La Finlande n'en finit pas de nous pondre des groupes de qualité, et ce dans n'importe quel style de Metal. Point de Melodeath à la
Children of Bodom, ni de Metal Sympho à la
Nightwish avec les jeunes Seith, on est plutôt dans un Dark Metal mélancolique d'obédience Doom, qui compte en son sein un certain Ville Lind, plus connu pour être le hurleur de
Dawn of Relic.
Créé en 2007, il aura fallu à peine une année pour que le groupe compose, enregistre et sorte son premier album Alas.
Si
Dawn of Relic est réputé pour son Death Mélodique Épique, Seith brille lui par un travail d'ambiances soigné. En effet, dès l'entame de l'opus, on perçoit que les finlandais se plaisent à alourdir leur musique grâce à des riffs judicieusement placés, avant d'apporter un côté aérien qui vient nuancer la recette. Cet aspect planant, on le retrouve sur la quasi-totalité d'Alas, disséminé ça et là au gré de quelques interventions en guitare acoustique. L'idée est loin d'être novatrice, mais elle n'a pas son pareil pour donner du relief à un morceau.

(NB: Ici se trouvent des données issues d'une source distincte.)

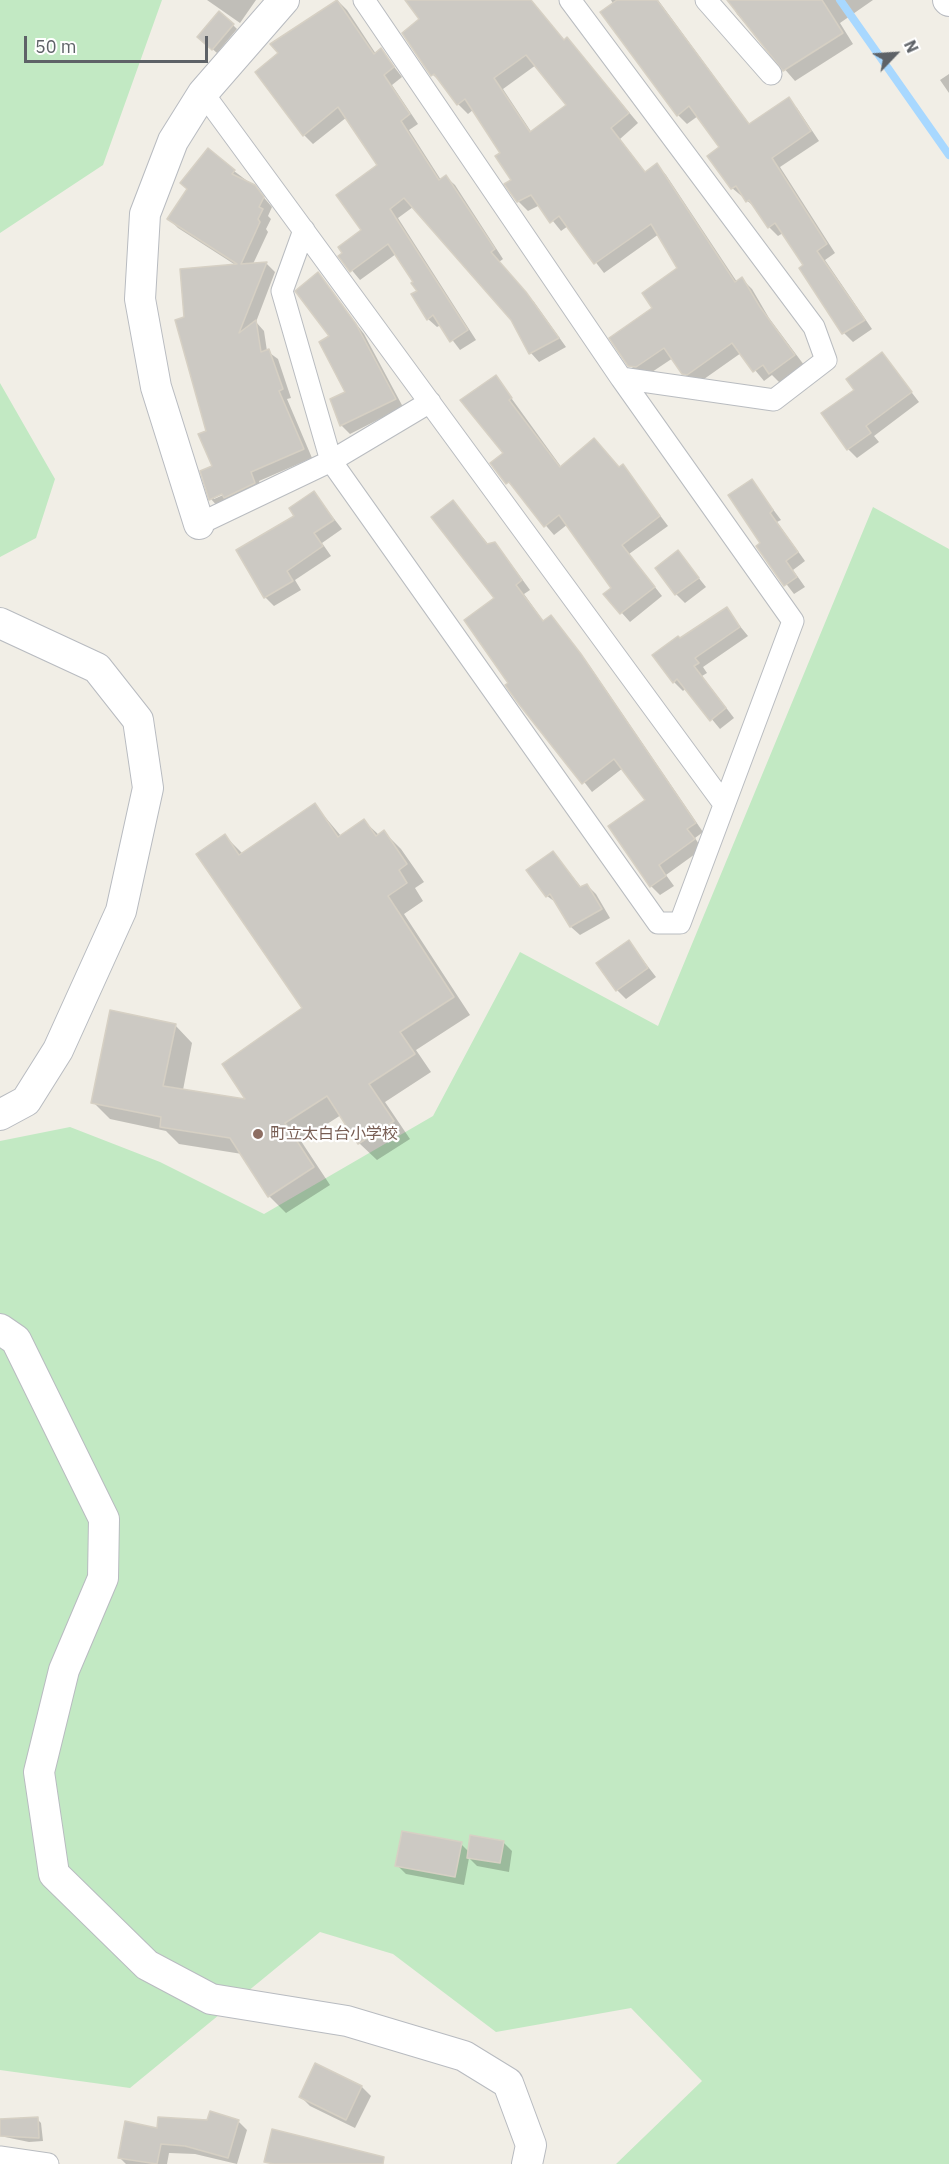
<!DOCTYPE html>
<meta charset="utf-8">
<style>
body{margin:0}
#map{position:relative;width:949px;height:2164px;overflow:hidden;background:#f1eee6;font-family:"IBM Plex Sans",sans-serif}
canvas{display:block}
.north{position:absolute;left:865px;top:24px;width:60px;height:60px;-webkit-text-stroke:4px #fff;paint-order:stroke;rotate:65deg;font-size:16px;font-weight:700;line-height:24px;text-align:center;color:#5e6267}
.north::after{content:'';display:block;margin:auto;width:21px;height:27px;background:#5e6267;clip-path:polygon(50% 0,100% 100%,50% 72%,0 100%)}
.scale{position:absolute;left:24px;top:36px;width:184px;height:27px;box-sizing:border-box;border:3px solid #5e6267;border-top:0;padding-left:8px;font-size:18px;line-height:21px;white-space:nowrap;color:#5e6267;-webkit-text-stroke:4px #fff;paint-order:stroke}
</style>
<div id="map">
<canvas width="949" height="2164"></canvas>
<div class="north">N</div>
<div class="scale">50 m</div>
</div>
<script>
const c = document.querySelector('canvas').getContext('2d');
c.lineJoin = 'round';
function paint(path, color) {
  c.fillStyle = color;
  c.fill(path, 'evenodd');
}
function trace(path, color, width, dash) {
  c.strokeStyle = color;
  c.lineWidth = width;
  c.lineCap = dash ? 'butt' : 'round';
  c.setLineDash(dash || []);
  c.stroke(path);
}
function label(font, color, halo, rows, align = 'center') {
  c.font = font + ' "IBM Plex Sans","Noto Sans JP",sans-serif';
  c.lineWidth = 4.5;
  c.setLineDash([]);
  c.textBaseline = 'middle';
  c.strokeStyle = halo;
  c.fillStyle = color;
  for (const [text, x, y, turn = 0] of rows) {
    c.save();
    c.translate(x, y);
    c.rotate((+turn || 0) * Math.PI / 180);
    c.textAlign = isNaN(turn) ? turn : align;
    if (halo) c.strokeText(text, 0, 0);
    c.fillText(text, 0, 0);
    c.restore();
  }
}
paint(new Path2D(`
 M0,0H162L103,165L0,233Z
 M0,383L55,479L36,538L0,557Z
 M873,507L949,549V2164H616L702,2081L631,2008L496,2032L393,1954L320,1932L130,2088L0,2070V1141L70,1127L160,1162L264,1214L433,1116L520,952L658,1026Z`), '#c2e9c3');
paint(new Path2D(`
 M207,0H256L240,23Z
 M407,0H530L565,41L576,49L638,123L620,139L646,173L657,165L666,175L737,282L742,279L752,289L769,318L804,365L780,383L772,375L764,381L741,353L697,384L683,373L673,358L646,376L640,375L630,365L654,308L679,268L659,234L604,273L568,226L561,231L540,205L528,211L518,201L502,153L473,110L468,114L458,104L443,84L433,75L404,33L421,19ZM536,65L569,105L532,133L503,89Z
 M611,0H658L750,125L788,99L797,108L819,141L780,167L835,253L825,260L872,329L853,342L844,333L801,268L805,265L783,233L778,236L769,227L757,209L732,188L709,156L721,148L698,116L687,124L678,115Z
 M729,0H873L840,23L853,44L795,81L737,14Z
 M338,1L347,10L376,54L381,50L402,77L392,85L418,124L409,130L441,180L446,177L455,185L503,259L499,262L534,302L566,347L539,362L531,353L512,319L413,207L398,218L476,340L460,350L441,325L437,327L428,319L416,282L396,254L360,280L340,256L363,230L379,166L347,117L313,144L304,135L280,53L273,44Z
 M233,25L237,29L217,53L199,37Z
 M949,74V93L940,80Z
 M234,171L254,186L272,207L268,216L271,219L266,229L268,232L253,264L266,263L275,272L256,322L264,331L267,351L278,359L291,398L287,399L312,458L259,481L263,492L219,508L211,499L214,467L186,319L237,266L178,228L169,219ZM228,490L230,492L214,499V496Z
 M318,274L364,334L403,407L350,434L341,425L332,400L347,393L331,337Z
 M882,354L919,402L874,436L879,442L857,458L848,449L856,391Z
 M496,377L562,468L623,466L668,526L629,554L662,596L630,622L605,594L613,588L568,524L554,535L492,463L505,453Z
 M752,481L781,520L777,522L805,561L793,570L805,587L794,594L758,547L763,543Z
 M314,493L342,529L322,543L331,556L295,580L301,590L274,606L265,597L296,516Z
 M453,502L489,545L494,544L503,553L530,590L524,594L544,622L559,626L589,665L703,832L695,838L702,849L666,875L674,886L660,895L651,886L647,800L623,768L592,792L521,701L496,599Z
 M678,552L706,587L685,603L676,594Z
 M726,609L748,636L703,667L707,673L702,676L734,718L720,729L686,688L683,691L674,682L680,640Z
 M315,805L341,836L364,821L379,835L384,832L401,849L424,882L415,888L423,901L404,914L470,1015L416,1050L431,1072L385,1102L410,1139L377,1160L359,1143L341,1115L301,1141L330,1185L286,1213L269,1196L242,1154L179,1144L166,1131L110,1119L93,1102L175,1025L192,1043L183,1090L248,1101L304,1009L225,836L243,854Z
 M553,853L582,888L587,885L596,894L610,918L580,935L571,927L558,904L547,896Z
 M629,942L656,977L626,999L617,990Z
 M503,1842L512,1851L509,1872L477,1866L469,1858L464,1885L406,1874L397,1865L461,1844L469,1852Z
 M362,2087L371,2096L355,2128L310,2106L301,2097Z
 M37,2119L41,2123L43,2141L29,2142L0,2136V2121Z
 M238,2121L247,2130L237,2164L195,2154L169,2153L167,2164H126L120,2158L159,2130Z`), '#0003');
trace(new Path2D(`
 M840,0L949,155`), '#a8d8ff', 8);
const building = new Path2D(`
 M337,0L374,54L381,48L394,67L384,75L410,114L401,121L439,180L446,175L495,249L491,252L526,292L559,338L529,354L511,320L404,198L390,209L468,330L450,342L433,315L427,320L411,294L417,291L411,283L413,282L388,244L350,272L338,256L342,253L338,247L361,230L336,195L377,165L338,107L303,136L255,72L278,53L270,44Z
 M405,0H531L564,40L567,37L629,113L611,128L645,172L657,163L735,282L742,277L760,307L795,355L769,374L763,365L753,372L732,343L687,375L682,374L664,348L636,367L628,366L609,338L652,308L642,293L677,268L651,224L594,264L559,216L550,223L531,195L517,202L504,184L511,180L495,156L500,153L465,99L457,105L434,74L431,76L402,33L419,19ZM526,55L566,105L530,132L494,78Z
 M617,0H657L749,124L789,97L811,131L772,158L827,244L817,251L865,320L842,334L799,268L803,265L775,223L768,228L749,200L746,202L736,186L731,189L707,156L719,147L689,106L677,116L600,12Z
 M727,0H822L843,33L783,71Z
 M219,11L234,24L212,50L197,37Z
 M208,148L235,170L232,174L255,185L264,197L259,207L263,209L258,219L260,222L241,264L267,262L239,333L256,320L261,352L269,349L283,389L279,391L304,449L251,472L255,483L224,498L222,494L209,500L200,471L212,466L198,434L206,431L175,320L184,317L180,269L237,264L167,219L187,189L180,183Z
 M318,272L356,324L396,399L340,426L330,399L345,392L319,342L329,336L295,291Z
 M882,352L912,392L866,426L871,433L847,450L821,413L854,390L846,379Z
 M496,375L512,398L509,400L560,467L594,438L619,467L623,464L660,516L622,545L655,587L620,614L603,594L611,588L559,515L544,527L509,482L506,484L490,463L503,453L460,400Z
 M752,479L773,510L770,513L798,552L786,561L797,577L784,586L756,546L760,543L728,495Z
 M314,491L334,520L314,533L323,546L287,571L293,581L264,598L236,550L294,516L289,508Z
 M453,500L487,544L495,542L522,580L516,585L543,621L551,615L581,654L696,823L687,829L695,839L659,865L666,876L650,887L608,826L645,800L614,759L582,784L518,703L505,685L508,683L464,620L494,598L431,517Z
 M678,550L699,578L675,595L655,568Z
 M727,607L740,627L695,658L699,663L694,666L726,708L710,721L677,679L673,683L652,655L678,636L680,638Z
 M315,803L338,837L364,819L376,836L384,830L407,864L399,870L407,883L388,896L454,997L400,1032L415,1054L369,1084L394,1121L358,1144L327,1096L285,1123L314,1167L268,1197L230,1138L160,1127L161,1117L91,1103L110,1010L176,1024L163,1086L245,1099L222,1064L302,1008L196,854L225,834L239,855Z
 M553,851L580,887L587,884L602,909L570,927L550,894L546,897L526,870Z
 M629,940L648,968L616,991L596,963Z
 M402,1831L462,1842L455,1877L395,1866Z
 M470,1835L504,1841L500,1863L467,1858Z
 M315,2063L362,2086L346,2120L299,2097Z
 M210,2111L239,2120L228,2158L185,2146L161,2144L157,2164L118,2158L125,2121L157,2128L158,2117L207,2120Z
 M38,2117L39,2138L0,2136V2119Z
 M272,2129L384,2157L383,2164H274L264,2162Z`);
paint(building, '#ccc9c3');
trace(building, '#d6d0c4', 1.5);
const street = new Path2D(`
 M364,0L621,378L774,400L826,360L814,327L570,0
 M706,0L771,74
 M203,93L724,804
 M304,230L282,291L331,461L658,923H680L793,621L621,378
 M199,524L331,461L430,402
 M0,2157L48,2164`);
const secondary = new Path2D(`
 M948,0L949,1
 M199,524L156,387L140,299L145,214L173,141L203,93L284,0
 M0,623L97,668L138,720L148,788L121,911L58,1050L26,1101L0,1115
 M0,1329L16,1340L104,1519L103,1578L64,1670L39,1772L54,1874L147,1965L211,1999L347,2021L464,2056L508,2083L531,2145L527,2164`);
trace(street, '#b9bcc0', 23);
trace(secondary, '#b8bbc0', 32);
trace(street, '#fff', 21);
trace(secondary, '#fff', 30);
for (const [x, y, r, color] of [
 [258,1134,6,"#8d6e63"]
]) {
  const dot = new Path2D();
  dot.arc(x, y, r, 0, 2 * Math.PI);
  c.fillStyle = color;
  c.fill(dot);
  trace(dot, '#fff', 2);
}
label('16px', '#785e54', '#fff', [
 ["町立太白台小学校",270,1134]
], 'left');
</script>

En bon hurleur, Ville Lind offre une prestation honorable, qui rappelle dans une certaine mesure ce qu'
Insomnium sait faire. Tiens, la comparaison est justement bien choisie, car Alas semble baigner dans ce même climat dramatique que les premiers efforts d'
Insomnium. Du coup, les compositions offrent un panel de sonorités typiquement finlandaises ("Hematoma" et son refrain...), faites de solis inspirés et d'une basse parfaitement mise en valeur ("Twine"). D'ailleurs, en parlant de son, on peut y apercevoir quelques faiblesses, surtout pour les guitares et cette batterie. A titre personnel, cette production ne me dérange pas vraiment, elle contribue à rendre cet Alas plus 'vrai'.
Pendant près de cinquante minutes, Seith dessine les contours de sa musique, incluant de nombreux détails qui font de cet Alas un opus assez chargé. Prenez par exemple le morceau "Bullet": la guitare lead se charge de véhiculer les émotions pendant que la basse s'évertue à apporter un petit groove sympathique. Et voilà comment Seith construit ses titres.
La plupart du temps, on peut dire que l'idée fonctionne ("Undertow"), mais Alas souffre quelque peu de ces structures trop identiques. Dommage, bien que le final "To Edith" et son côté Doom évitent de tomber dans cet écueil.
Avec son premier effort, Seith prouve qu'il a un réel savoir-faire pour distiller des atmosphères par le biais de son Dark Metal. Alas met en scène de nombreux détails qui contribuent à faire de lui un opus raffiné, comme les solis ou les guitares acoustiques, très fréquentes. Cependant, la fin d'album peut paraitre un peu décevante, comme si les finlandais avaient eu du mal à en arriver au bout.
On peut d'ailleurs se demander si un EP ou une démo de quatre-cinq titres n'aurait pas été une idée plus judicieuse... Quoiqu'il en soit, Alas reste un bon album avec plein de bonnes choses dedans. Moi, c'est tout ce qu'il me faut!